Lines with the word "places": copy all of them from the entries below.

Collected data entries:
____________
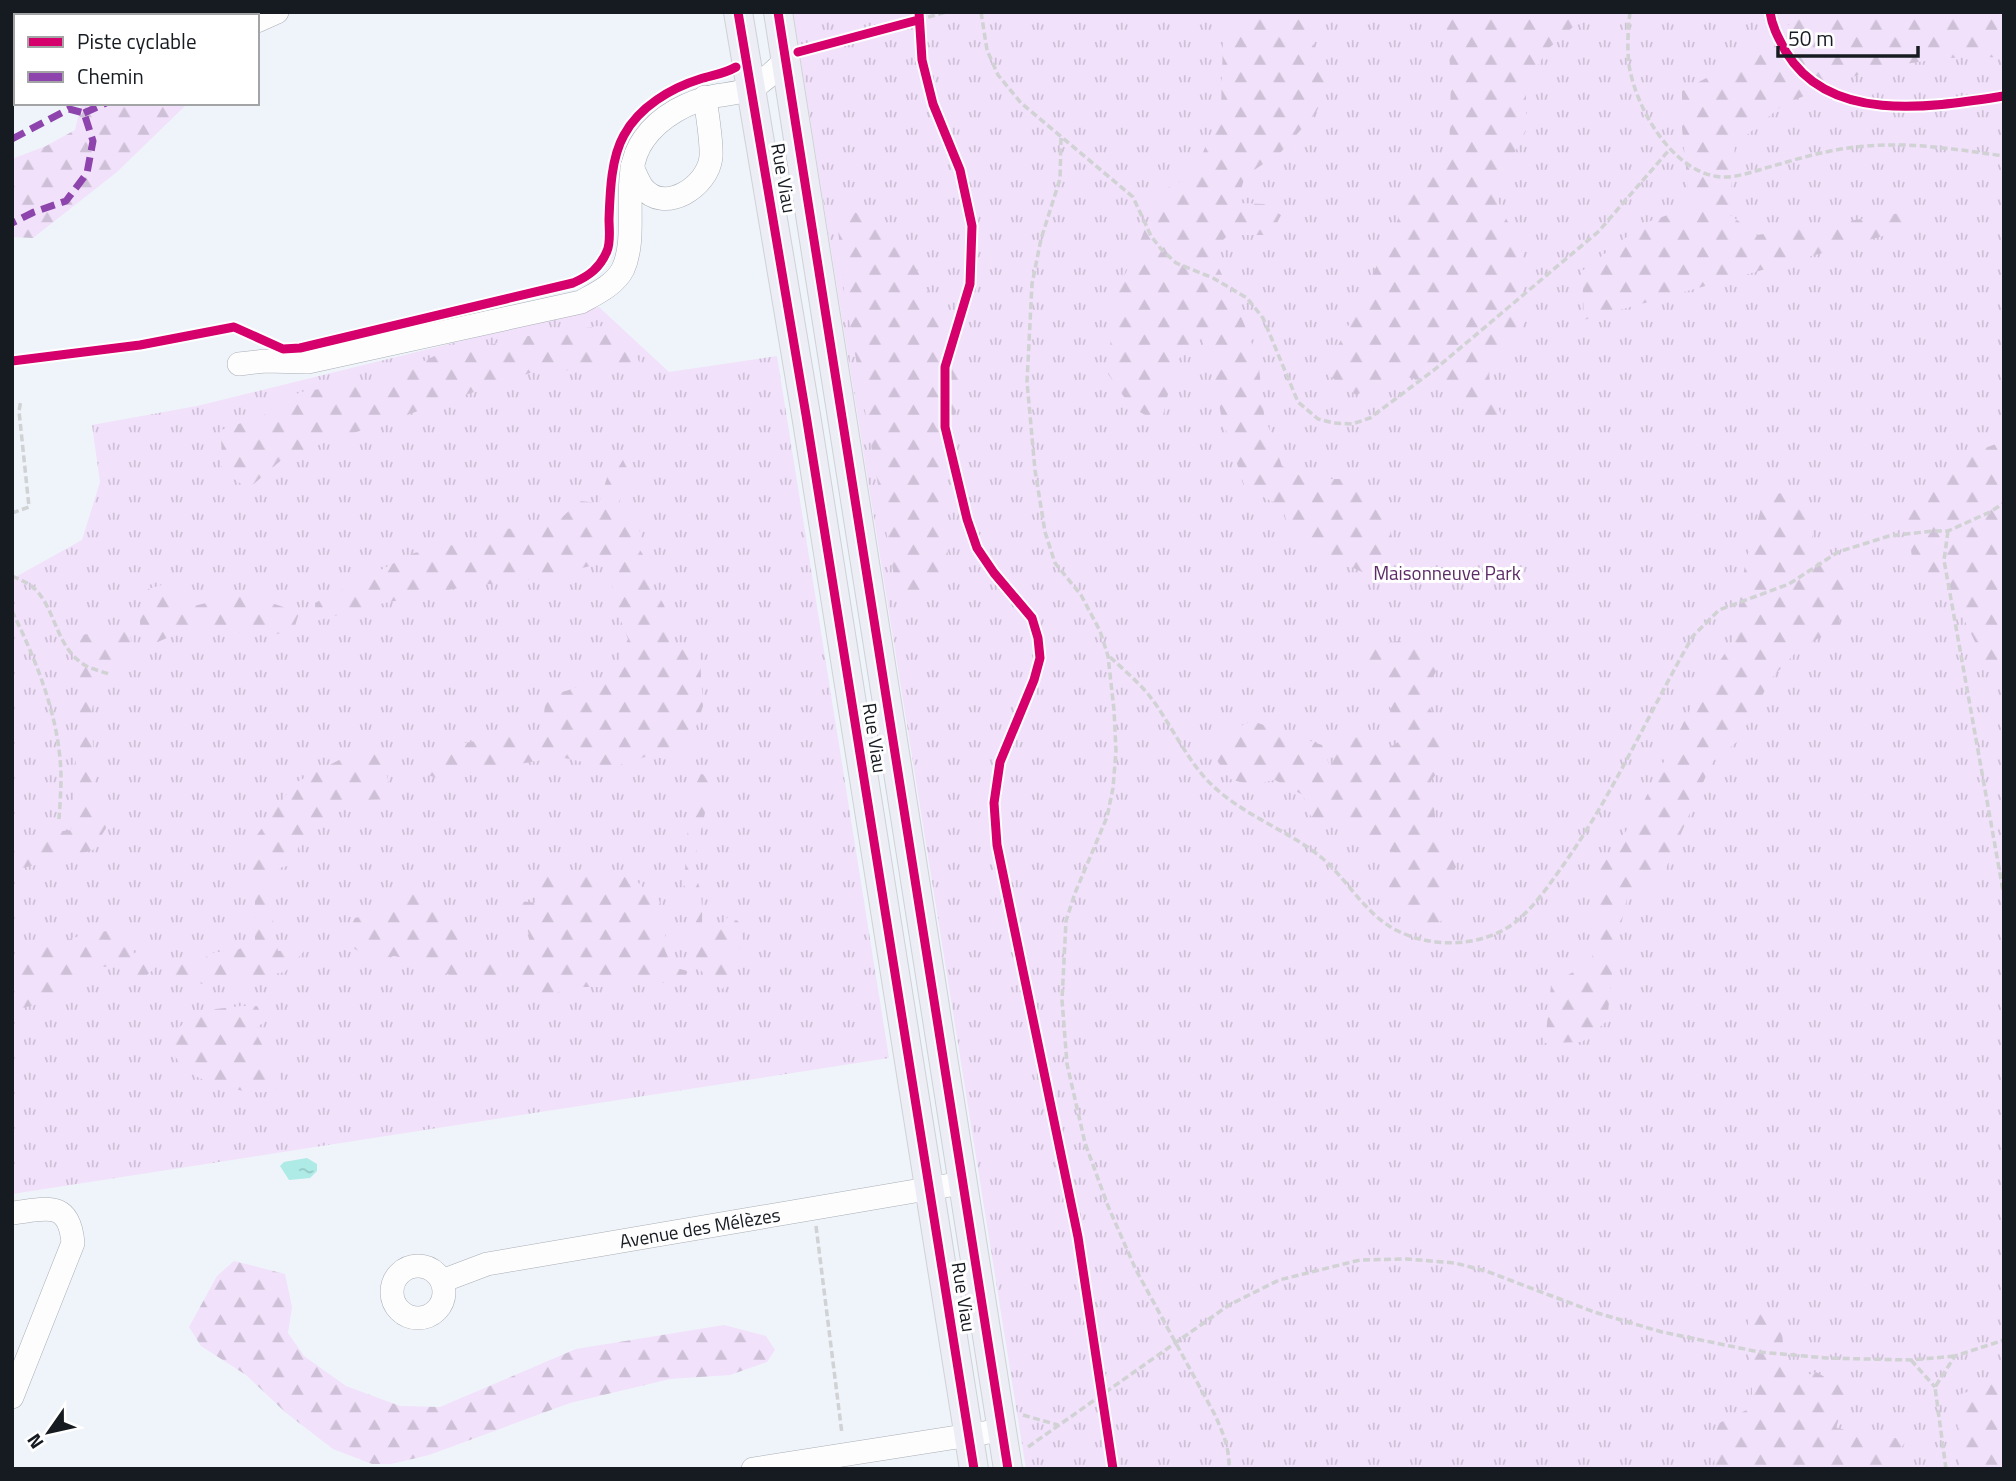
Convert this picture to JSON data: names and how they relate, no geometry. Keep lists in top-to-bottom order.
{
  "streets": {
    "main road": ["Rue Viau"],
    "street": ["Avenue des Mélèzes"]
  },
  "crossings": [
    ["Rue Viau", "Avenue des Mélèzes"]
  ],
  "parks": ["Maisonneuve Park"],
  "legend": ["Piste cyclable", "Chemin"],
  "scale_bar": "50 m",
  "north": "bottom left"
}
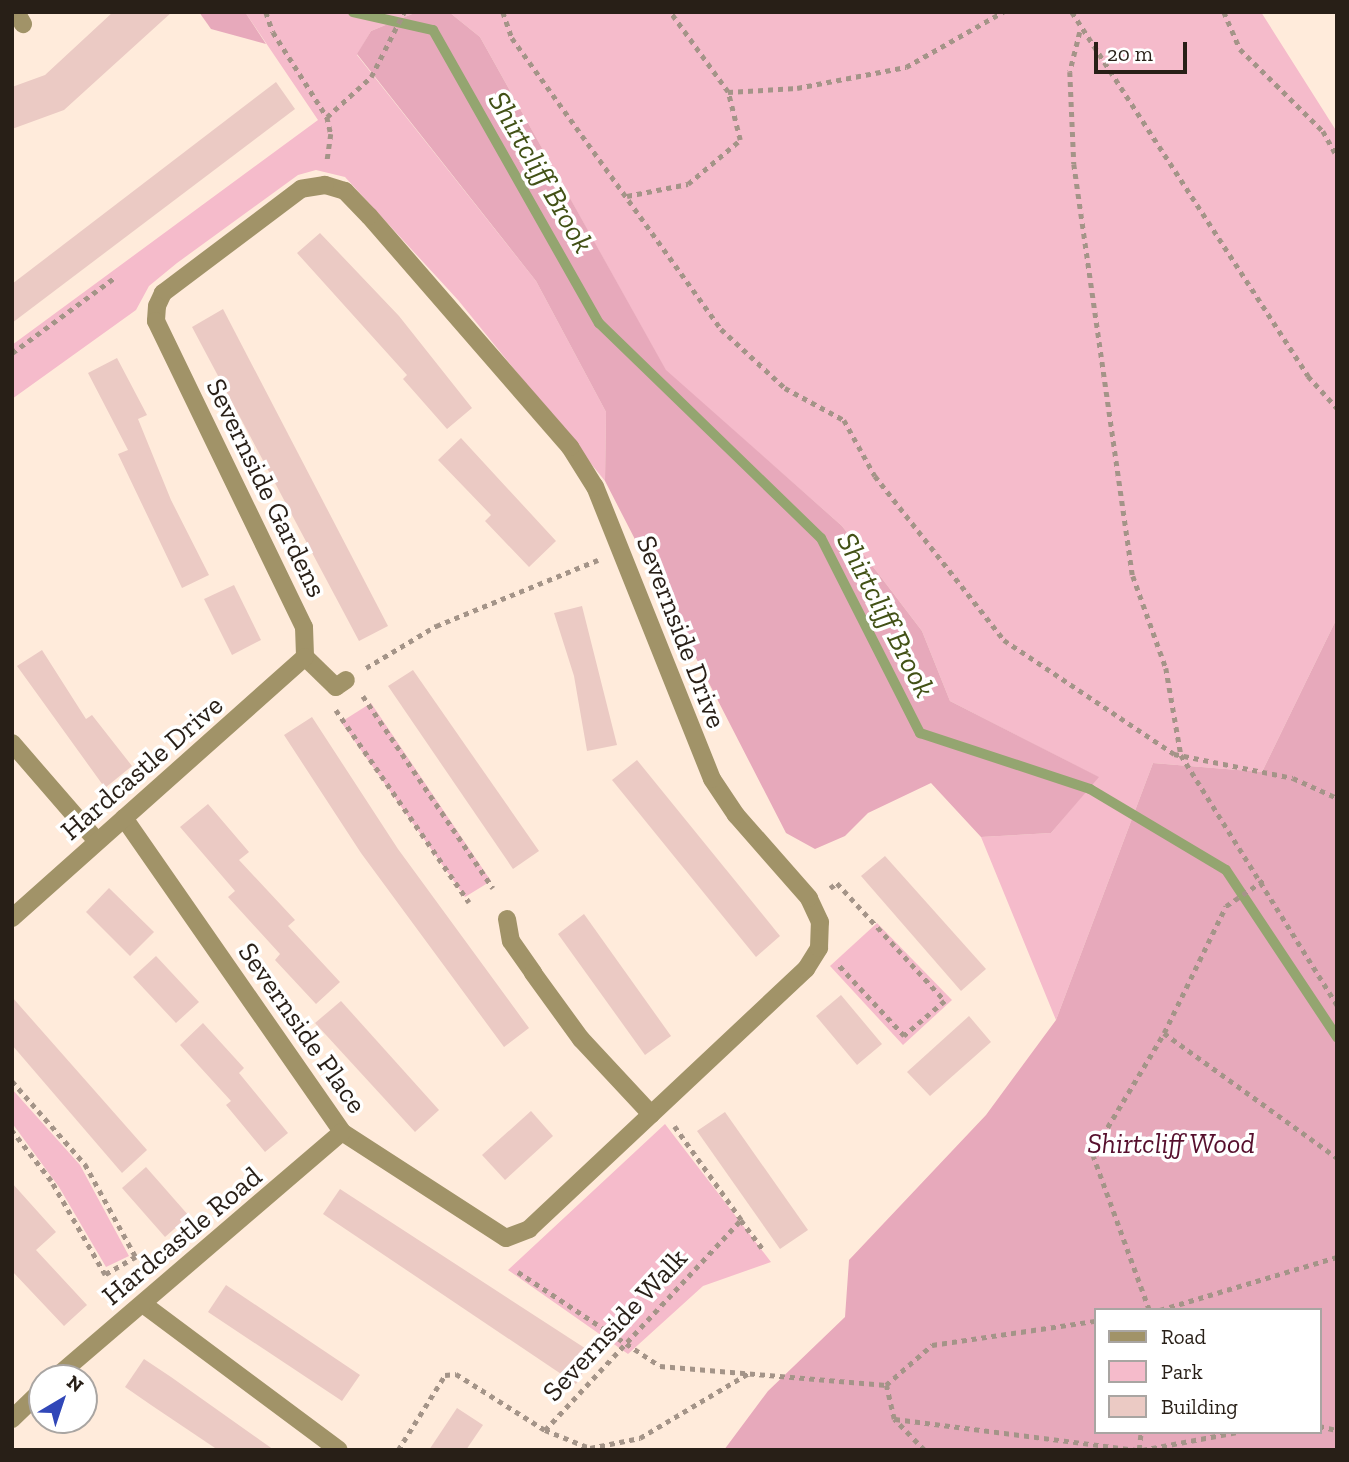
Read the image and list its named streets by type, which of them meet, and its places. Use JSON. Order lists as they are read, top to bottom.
{
  "streets": {
    "street": [
      "Severnside Gardens",
      "Severnside Drive",
      "Hardcastle Drive",
      "Severnside Place",
      "Hardcastle Road"
    ],
    "path": ["Severnside Walk"]
  },
  "crossings": [
    ["Severnside Gardens", "Severnside Drive"],
    ["Severnside Gardens", "Hardcastle Drive"],
    ["Severnside Drive", "Severnside Place"],
    ["Hardcastle Drive", "Severnside Place"],
    ["Severnside Place", "Hardcastle Road"]
  ],
  "water": ["Shirtcliff Brook"],
  "parks": ["Shirtcliff Wood"],
  "legend": ["Road", "Park", "Building"],
  "scale_bar": "20 m",
  "north": "top right"
}
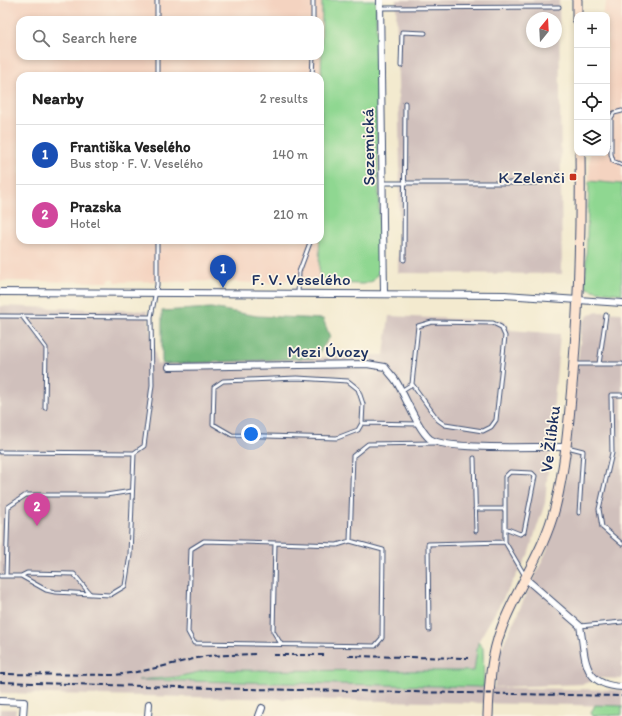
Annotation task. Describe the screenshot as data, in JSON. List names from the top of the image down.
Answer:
{
  "streets": {
    "street": [
      "Sezemická",
      "F. V. Veselého",
      "Mezi Úvozy",
      "Ve Žlíbku"
    ]
  },
  "crossings": [
    ["Sezemická", "F. V. Veselého"],
    ["F. V. Veselého", "Ve Žlíbku"]
  ],
  "places": {
    "transit": ["K Zelenči"]
  },
  "north": "top",
  "page": {
    "map_buttons": ["+", "−"],
    "search": "Search here",
    "heading": ["Nearby", "2 results"],
    "list": [
      {
        "mark": "1",
        "name": "Františka Veselého",
        "note": "Bus stop · F. V. Veselého",
        "value": "140 m"
      },
      {
        "mark": "2",
        "name": "Prazska",
        "note": "Hotel",
        "value": "210 m"
      }
    ],
    "pins": ["1", "2"]
  }
}
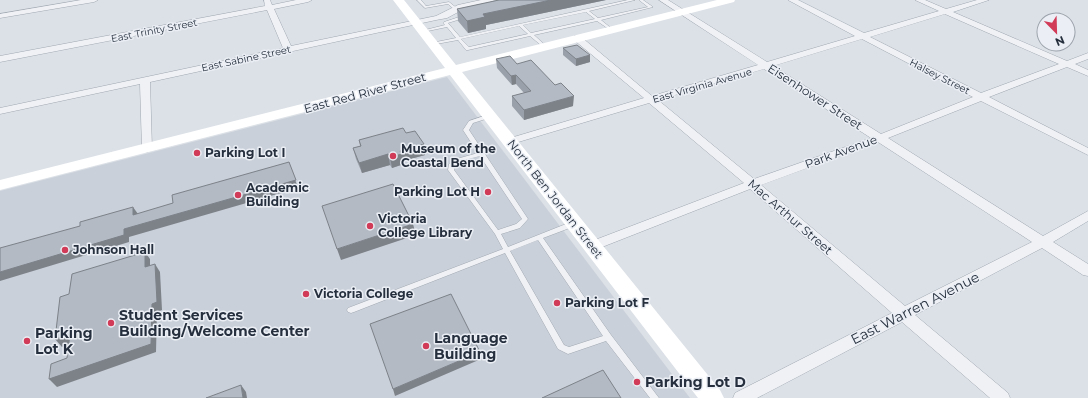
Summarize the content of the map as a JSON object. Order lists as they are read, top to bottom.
{
  "streets": {
    "street": [
      "East Trinity Street",
      "East Sabine Street",
      "Halsey Street",
      "East Virginia Avenue",
      "East Red River Street",
      "Eisenhower Street",
      "Park Avenue",
      "North Ben Jordan Street",
      "Mac Arthur Street",
      "East Warren Avenue"
    ]
  },
  "crossings": [
    ["East Sabine Street", "North Ben Jordan Street"],
    ["Halsey Street", "East Virginia Avenue"],
    ["Halsey Street", "Park Avenue"],
    ["East Virginia Avenue", "Eisenhower Street"],
    ["East Virginia Avenue", "North Ben Jordan Street"],
    ["East Virginia Avenue", "Mac Arthur Street"],
    ["East Red River Street", "Eisenhower Street"],
    ["East Red River Street", "North Ben Jordan Street"],
    ["East Red River Street", "Mac Arthur Street"],
    ["Eisenhower Street", "Park Avenue"],
    ["Eisenhower Street", "East Warren Avenue"],
    ["Park Avenue", "North Ben Jordan Street"],
    ["Park Avenue", "Mac Arthur Street"],
    ["Mac Arthur Street", "East Warren Avenue"]
  ],
  "places": [
    "Parking Lot I",
    "Museum of the Coastal Bend",
    "Parking Lot H",
    "Academic Building",
    "Victoria College Library",
    "Johnson Hall",
    "Victoria College",
    "Parking Lot F",
    "Student Services Building/Welcome Center",
    "Parking Lot K",
    "Language Building",
    "Parking Lot D"
  ],
  "north": "bottom right"
}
____________
*Worked solution*
Read the image and list its named streets by type, which of them meet, and its places. Use JSON. Order lists as they are read, top to bottom.
  "places": {
  "places": [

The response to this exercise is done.